Hello!
Here are the minutes from this month's sysadmin meeting.
# Roll call: who's there and emergencies
anarcat, hiro, ln5, qbi and weasel are here.
# What has everyone been up to
## anarcat
* announced LDAP sudo transition plan ([#6367][]) * finished first phase of the hiera transition ([#30020][]) * deployed trocla in test ([#30009][]) * coordinate textile shutdown ([#31686][]) * announced jabber service shutdown ([#31700][]) * closed snowflake -> TPA transition ticket for now, external monitoring is sufficient ([#31232][]) * improvements on grafana dashboards * gitlab, nextcloud transitions coordination and oversight * ooni.tpo to ooni.io transition coordination ([#31718][]) * bugtracking on networking issues ([#31610][], [#31805][], [#31916][]) * regular janitorial work (security upgrades, reboots, crashes, disk space management, etc) * started needrestart deployment to reduce that work ([#31957][]) * completed the "reports card" questionaire ([#30881][]) * continued work on the upstream prometheus module * tested puppetboard as a Puppet Dashboard ([#31969][])
[#6367]: https://bugs.torproject.org/6367 [#30009]: https://bugs.torproject.org/30009 [#30020]: https://bugs.torproject.org/30020 [#31232]: https://bugs.torproject.org/31232 [#31686]: https://bugs.torproject.org/31686 [#31700]: https://bugs.torproject.org/31700 [#31718]: https://bugs.torproject.org/31718 [#31610]: https://bugs.torproject.org/31610 [#31805]: https://bugs.torproject.org/31805 [#31916]: https://bugs.torproject.org/31916 [#31969]: https://bugs.torproject.org/31969
## weasel
* Started with new onionoo hosts.

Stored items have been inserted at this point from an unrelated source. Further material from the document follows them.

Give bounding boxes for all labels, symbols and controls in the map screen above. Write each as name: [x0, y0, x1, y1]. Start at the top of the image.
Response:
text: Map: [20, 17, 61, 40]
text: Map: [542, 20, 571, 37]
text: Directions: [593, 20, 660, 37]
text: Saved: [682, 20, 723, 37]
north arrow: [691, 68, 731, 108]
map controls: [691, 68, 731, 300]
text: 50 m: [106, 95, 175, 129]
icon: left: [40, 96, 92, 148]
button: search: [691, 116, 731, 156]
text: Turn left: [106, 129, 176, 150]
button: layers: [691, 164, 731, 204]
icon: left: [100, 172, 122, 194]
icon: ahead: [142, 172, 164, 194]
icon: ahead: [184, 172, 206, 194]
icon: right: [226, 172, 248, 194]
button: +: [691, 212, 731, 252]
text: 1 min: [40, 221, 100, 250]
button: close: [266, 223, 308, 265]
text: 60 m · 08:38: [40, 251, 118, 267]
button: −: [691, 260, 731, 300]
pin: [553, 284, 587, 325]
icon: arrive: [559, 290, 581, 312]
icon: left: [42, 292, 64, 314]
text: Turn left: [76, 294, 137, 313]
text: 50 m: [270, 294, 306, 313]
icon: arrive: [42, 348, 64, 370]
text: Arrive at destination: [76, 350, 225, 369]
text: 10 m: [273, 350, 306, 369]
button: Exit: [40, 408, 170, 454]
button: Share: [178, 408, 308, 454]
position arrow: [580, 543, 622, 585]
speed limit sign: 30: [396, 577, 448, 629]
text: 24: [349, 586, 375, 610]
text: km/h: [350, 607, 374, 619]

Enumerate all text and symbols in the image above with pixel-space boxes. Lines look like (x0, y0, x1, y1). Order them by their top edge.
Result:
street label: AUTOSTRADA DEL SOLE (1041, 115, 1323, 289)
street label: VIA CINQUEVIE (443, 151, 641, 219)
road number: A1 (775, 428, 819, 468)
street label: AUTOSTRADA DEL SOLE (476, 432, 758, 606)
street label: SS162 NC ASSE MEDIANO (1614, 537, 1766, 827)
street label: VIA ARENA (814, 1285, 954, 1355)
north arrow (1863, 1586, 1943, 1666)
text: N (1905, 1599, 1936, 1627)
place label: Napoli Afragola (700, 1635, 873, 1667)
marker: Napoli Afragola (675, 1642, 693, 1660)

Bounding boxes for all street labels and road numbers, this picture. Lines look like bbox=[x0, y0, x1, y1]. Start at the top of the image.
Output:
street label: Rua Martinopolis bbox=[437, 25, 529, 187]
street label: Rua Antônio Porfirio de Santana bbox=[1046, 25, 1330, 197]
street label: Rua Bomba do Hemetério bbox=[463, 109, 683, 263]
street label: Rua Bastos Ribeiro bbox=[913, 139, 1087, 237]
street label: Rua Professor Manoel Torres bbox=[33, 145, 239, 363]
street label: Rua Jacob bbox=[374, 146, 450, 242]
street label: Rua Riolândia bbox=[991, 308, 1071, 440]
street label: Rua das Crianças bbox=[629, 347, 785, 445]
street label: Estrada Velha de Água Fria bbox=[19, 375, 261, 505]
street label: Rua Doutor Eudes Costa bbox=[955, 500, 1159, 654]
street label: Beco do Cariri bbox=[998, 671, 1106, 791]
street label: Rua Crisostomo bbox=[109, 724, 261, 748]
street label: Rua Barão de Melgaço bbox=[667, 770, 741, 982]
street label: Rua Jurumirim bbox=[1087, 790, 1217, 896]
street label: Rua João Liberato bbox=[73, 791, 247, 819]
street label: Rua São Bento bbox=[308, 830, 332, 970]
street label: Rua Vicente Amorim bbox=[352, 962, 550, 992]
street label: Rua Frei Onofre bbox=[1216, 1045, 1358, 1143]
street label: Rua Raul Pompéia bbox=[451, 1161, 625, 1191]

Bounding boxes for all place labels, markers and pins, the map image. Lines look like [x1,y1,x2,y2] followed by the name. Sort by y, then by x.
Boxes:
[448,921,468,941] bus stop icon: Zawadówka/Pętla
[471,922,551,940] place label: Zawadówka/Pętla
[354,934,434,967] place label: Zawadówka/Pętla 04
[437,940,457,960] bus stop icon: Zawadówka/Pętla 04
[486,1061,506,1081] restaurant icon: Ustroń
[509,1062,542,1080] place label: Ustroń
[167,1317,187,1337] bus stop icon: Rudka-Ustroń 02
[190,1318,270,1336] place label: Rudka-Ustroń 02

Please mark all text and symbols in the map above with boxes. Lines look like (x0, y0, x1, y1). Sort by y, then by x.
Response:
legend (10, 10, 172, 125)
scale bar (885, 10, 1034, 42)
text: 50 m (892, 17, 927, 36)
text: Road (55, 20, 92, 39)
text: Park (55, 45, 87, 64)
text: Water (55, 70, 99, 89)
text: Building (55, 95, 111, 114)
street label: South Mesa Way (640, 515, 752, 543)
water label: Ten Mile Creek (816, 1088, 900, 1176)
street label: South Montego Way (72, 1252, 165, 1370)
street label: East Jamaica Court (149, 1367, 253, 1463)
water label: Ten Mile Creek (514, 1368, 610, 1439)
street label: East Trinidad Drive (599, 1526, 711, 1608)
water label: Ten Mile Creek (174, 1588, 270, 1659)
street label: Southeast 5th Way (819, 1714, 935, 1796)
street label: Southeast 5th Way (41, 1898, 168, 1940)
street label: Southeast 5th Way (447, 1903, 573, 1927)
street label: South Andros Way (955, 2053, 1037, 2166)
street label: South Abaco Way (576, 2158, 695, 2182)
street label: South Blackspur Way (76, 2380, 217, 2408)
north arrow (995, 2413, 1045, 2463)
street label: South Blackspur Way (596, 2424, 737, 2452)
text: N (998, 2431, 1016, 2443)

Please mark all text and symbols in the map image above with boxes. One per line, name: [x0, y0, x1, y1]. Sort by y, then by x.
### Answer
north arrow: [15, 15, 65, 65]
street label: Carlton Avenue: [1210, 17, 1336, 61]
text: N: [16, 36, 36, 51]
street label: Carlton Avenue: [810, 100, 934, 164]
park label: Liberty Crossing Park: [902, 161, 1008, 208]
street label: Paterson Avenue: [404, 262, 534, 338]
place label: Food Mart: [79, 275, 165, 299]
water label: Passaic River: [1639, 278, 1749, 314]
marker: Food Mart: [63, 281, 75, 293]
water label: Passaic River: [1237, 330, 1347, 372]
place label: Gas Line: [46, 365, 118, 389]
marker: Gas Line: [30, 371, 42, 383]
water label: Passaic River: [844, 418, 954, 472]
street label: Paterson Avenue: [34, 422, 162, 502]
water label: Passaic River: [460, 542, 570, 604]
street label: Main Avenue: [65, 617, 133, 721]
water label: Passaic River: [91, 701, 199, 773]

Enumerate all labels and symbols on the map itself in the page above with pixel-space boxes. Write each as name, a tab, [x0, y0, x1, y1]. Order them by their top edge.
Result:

Currently there's just one backend on fsn, irl is doing the service part (cf. #31659) * puppet cleanup: nameserver/hoster info * new static master on fsn * staticsync and bacula puppet cleanups/major-rework/syncs with debian * new fsn web frontends. only one is currently rotated * retire togashii, started retiring saxatile * moved windows VM away from textile * random updates/reboots/fixes * upgraded polyanthum to Debian 10
## Hiro
* Setup dip so that it can be easily rebased with debian upstream * Migrated gettor from getulum to gettor-01 * Random upgrades and reboots * Moving all my services to ansible or packages (no ad - hoc configuration): - Gettor can be deployed and updated via ansible - Survey should be deployed and updated via ansible - Gitlab (dip) is already on ansible - Schleuder should be maintained via packages * Nagios checks for gettor
## ln5
Didn't do much. :(
## qbi
Didn't do volunteering due to private stuff
# What we're up to next
## anarcat
New:
* LDAP sudo transition ([#6367][]) * jabber service shutdown ([#31700][]) * considering unattended-upgrades or at least automated needrestart deployment ([#31957][]) * followup on the various ops report card things ([#30881][]) * maybe deploy puppetboard as a Puppet Dashboard ([#31969][]), possibly moving puppetdb to a separate machine * nbg1/prometheus stability issues, ipsec seems to be the problem ([#31916][])
Continuing/stalled:
* director replacement ([#31786][]) * taking a break on hiera refactoring ([#30020][]) * send root@ emails to RT ([#31242][]) * followup with email services improvements ([#30608][]) * continue prometheus module merges * followup on SVN decomissionning ([#17202][])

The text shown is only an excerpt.